Di tengah gemuruh negeri yang terus mengharu biru dengan berbagai permasalahan sekarang, saya memilih untuk menyusup ke pedalaman. Mencari peluang kedamaian hati yang barangkali masih tersisa. Lari dari tempat saya berdiam ketika ribuan problema tiba-tiba menyesakkan dada, tidak tahu siapa yang bertanggung jawab untuk menyelesaikannya.

Udara sudah sedemikian pengap oleh asap kebakaran hutan; sampah plastik membuat cemaran air semakin parah; ibukota negeri juga akan dipindah karena sudah tidak tahan dengan iklim yang semakin pengap; aksi demonstrasi mahasiswa menolak perubahan regulasi peninggalan jaman Belanda memakan korban jiwa; wacana kenaikan iuran jaminan kesehatan juga diprotes; isu rasisme yang menggejolak menyinggung hati sebagian dari penghuni negeri ini juga menimbulkan prahara yang panjang buntutnya; masih banyak lagi hal yang tak dapat disebutkan disini.

Biarlah, mungkin sebagian orang akan menuduh saya pengecut, pecundang, atau jenis binatang tertentu yang mungkin lebih hina dari makhluk paling hina. Tapi saya tetap akan menyusup ke pedalaman untuk sebuah alasan. Sebuah egiosme yang sudah lama tidak saya gunakan, ya sesekali lah egois, karena kepedulian saya kali ini saya pastikan tidak akan ada manfaatnya juga.

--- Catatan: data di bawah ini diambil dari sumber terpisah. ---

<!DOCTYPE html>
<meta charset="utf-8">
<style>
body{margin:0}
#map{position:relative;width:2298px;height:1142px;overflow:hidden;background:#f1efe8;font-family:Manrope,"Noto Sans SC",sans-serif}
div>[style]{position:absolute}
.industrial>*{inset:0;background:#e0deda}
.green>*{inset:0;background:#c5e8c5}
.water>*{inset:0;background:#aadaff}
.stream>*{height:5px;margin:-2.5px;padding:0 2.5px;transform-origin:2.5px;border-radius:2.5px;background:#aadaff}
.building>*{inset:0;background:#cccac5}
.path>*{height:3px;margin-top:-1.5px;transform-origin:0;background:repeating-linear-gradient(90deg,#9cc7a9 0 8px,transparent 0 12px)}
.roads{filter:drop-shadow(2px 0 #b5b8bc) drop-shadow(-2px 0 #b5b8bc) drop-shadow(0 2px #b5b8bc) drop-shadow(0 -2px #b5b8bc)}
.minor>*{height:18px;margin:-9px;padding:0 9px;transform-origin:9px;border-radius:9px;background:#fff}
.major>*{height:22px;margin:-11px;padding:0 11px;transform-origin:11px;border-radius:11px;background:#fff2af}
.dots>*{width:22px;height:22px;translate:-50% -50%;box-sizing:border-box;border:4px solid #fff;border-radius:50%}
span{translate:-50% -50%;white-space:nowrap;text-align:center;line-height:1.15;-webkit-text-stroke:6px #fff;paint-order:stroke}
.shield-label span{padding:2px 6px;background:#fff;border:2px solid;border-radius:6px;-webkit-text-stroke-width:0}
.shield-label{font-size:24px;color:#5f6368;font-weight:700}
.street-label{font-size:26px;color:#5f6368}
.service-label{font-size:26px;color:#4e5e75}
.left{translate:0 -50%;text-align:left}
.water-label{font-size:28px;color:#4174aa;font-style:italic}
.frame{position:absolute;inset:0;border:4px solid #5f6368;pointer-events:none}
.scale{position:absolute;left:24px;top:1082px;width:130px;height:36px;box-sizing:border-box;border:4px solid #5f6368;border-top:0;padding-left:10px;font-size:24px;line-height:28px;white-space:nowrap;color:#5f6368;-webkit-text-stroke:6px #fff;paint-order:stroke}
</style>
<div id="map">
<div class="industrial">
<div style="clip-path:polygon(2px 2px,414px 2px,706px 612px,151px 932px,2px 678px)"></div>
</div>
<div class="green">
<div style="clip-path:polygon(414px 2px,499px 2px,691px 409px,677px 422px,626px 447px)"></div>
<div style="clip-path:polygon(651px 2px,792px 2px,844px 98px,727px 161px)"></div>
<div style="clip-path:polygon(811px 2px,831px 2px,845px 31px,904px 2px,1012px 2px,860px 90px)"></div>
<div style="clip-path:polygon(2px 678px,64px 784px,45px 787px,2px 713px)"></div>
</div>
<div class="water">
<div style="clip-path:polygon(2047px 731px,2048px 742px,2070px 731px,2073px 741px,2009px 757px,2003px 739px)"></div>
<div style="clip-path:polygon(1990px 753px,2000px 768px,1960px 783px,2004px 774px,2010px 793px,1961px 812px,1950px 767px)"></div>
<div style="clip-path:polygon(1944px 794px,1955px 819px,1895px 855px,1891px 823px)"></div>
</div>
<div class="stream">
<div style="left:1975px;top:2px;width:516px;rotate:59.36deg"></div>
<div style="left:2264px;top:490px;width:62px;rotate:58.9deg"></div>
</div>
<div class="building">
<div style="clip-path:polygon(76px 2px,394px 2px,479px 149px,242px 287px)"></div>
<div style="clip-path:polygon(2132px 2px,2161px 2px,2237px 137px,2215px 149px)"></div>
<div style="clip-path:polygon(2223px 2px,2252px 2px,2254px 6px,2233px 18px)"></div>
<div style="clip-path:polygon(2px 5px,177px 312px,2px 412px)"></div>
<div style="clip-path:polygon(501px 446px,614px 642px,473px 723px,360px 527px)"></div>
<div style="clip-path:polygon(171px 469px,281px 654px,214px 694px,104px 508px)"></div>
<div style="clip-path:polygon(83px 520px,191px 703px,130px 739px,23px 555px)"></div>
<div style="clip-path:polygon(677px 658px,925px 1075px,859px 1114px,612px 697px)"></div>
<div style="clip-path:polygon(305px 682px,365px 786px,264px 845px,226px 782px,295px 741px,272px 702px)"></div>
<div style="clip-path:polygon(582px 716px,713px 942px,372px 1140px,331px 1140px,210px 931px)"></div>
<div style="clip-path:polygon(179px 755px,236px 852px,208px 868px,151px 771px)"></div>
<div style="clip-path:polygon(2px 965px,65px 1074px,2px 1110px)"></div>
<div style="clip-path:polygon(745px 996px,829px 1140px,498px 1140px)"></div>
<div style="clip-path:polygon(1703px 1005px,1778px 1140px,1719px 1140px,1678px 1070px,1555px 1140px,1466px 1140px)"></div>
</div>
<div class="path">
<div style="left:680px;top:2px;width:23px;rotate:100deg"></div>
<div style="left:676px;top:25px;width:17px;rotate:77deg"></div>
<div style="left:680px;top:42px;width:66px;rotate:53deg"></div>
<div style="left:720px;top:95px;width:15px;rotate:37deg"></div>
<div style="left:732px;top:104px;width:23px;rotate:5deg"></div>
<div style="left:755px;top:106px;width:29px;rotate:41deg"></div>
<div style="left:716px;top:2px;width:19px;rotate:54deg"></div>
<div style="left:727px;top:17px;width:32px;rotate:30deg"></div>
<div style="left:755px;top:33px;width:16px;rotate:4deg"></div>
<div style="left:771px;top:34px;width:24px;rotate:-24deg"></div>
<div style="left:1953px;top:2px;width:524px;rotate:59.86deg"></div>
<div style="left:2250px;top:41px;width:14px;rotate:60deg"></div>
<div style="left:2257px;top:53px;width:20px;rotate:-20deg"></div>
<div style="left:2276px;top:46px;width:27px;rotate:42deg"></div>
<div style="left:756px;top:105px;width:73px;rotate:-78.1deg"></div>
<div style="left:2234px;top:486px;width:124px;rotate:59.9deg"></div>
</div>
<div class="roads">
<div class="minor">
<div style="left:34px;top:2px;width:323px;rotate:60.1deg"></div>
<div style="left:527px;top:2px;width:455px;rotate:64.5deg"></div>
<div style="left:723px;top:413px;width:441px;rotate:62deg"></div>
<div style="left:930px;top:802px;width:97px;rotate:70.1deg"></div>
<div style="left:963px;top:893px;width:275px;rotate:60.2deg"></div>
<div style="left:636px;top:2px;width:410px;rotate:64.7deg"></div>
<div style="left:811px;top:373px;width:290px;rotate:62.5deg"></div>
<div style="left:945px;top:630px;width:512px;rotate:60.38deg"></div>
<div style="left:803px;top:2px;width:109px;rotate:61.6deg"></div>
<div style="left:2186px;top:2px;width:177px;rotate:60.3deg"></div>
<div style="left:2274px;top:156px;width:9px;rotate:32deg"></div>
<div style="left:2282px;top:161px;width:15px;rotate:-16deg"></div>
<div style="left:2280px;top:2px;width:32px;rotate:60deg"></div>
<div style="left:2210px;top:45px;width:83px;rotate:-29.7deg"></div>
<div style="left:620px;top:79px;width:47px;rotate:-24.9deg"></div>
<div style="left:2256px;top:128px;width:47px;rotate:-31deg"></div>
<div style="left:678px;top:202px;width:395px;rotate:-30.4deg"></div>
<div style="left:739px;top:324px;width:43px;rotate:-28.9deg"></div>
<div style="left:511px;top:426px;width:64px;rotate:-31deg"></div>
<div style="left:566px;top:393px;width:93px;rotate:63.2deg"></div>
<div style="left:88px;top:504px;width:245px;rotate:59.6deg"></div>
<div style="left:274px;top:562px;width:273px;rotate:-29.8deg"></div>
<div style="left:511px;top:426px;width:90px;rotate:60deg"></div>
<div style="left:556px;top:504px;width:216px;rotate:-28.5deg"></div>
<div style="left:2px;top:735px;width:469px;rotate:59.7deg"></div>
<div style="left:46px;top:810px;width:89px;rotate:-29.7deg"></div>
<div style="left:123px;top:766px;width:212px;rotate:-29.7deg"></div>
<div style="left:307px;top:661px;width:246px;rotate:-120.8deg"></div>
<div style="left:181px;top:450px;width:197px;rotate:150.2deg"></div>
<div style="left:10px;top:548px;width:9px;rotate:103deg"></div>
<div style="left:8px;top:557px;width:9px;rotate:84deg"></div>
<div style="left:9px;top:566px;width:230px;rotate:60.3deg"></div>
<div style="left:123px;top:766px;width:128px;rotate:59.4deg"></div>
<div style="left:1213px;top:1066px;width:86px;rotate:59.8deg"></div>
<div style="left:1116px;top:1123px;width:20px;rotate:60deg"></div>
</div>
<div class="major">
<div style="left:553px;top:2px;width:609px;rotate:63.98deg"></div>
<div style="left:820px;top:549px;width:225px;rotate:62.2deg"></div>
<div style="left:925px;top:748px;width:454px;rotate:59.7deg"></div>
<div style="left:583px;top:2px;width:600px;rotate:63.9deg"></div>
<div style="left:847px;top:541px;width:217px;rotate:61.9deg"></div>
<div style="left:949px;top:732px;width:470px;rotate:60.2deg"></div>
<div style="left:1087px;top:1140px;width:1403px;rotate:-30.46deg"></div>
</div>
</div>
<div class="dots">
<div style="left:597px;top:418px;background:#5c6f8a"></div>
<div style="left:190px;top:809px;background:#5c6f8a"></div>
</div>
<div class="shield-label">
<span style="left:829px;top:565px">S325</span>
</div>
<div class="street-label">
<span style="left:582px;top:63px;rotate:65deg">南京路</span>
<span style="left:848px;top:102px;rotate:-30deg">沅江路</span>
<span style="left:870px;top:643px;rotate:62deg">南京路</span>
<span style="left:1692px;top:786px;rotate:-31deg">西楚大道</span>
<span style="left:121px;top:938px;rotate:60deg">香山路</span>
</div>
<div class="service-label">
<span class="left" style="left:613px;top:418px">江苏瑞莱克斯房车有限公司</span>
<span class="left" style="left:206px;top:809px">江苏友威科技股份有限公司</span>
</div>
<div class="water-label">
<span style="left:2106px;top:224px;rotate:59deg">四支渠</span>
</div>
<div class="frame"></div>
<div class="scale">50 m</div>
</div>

Entahlah, apakah hanya saya, yang saat ini tidak lagi bisa membedakan mana kawan, mana lawan? Ketika kawan-kawan baik saya berseteru sedemikian hebat, sementara untuk mendamaikan mereka justru berpotensi menjerumuskan saya dalam situasi yang serba salah. Atau saya yang sedemikian bodohnya memahami situasi saat ini, ketika cibir-mencibir, nyinyir-nyinyiran, serta olok-olok dengan bahasa-bahasa yang mengandung binatang itu sudah menjadi hal biasa saat ini? Sungguh, saya tidak sanggup mendengarnya.

Apakah mereka sungguh-sungguh berantem dan saling membenci sehidup semati untuk berlanjut ke tujuh turunannya nanti? Ataukah hanya sekedar mengikuti trend gegap gempita suasana yang tengah membara untuk ikut-ikutan melampiaskan nafsu amarahnya yang selama ini ditahan-tahannya?

Sungguh, aku tak mampu memahami…. Sepertinya aroma imperialisme itu masih kental terasa. Kita memang paling semangat untuk menjadi domba-domba dalam devide et impera.

Tetapi dari tempat persembunyian saya yang paling dalam ini, saya mencoba untuk berbisik. Mengingatkan saja, siapa tahu ada hati yang masih bisa terketuk. Janganlah mudah meledak seketika panasnya api baru mulai terasa. “Ojo Gumunan, Ojo Getunan, Ojo Kagetan, Ojo Aleman.” Dewasakanlah diri dengan kemampuan-kemampuan mengolah rasa, sehingga perasaan-perasaan ingin meledak itu bisa ditunda sedetik, dua detik, sampai meredam dengan sendirinya. Percayalah, ledakanmu tidak akan membuatmu lebih baik, hanya akan mengurangi sebuah nilai keindahan dalam dirimu sendiri.

Menepi disini lebih adem, Coy!

Adakalanya perlu suatu ajian sarira ndableg (jurus keras kepala) diperlukan untuk menghadapi benturan-benturan yang tidak perlu menyinggung sampai ke hati. Namanya hati itu tempatnya ada di dalam, terlindung oleh lapisan lemak yang lembut, juga oleh kerangka tulang yang kuat. Jadi jangan malah meletakkan hati di luar tempatnya, sehingga mudah tersinggung dan tersakiti. Apa enaknya menjadi korban kedzaliman pihak lain? Belum tentu juga dia yang dzalim, siapa tahu kamu sendiri yang kebangetan. Play victim bukan hal yang indah untuk meraih simpati, melainkan kekonyolan yang hanya membuatmu semakin tampak menyedihkan, bukan malah mengundang rasa kasihan.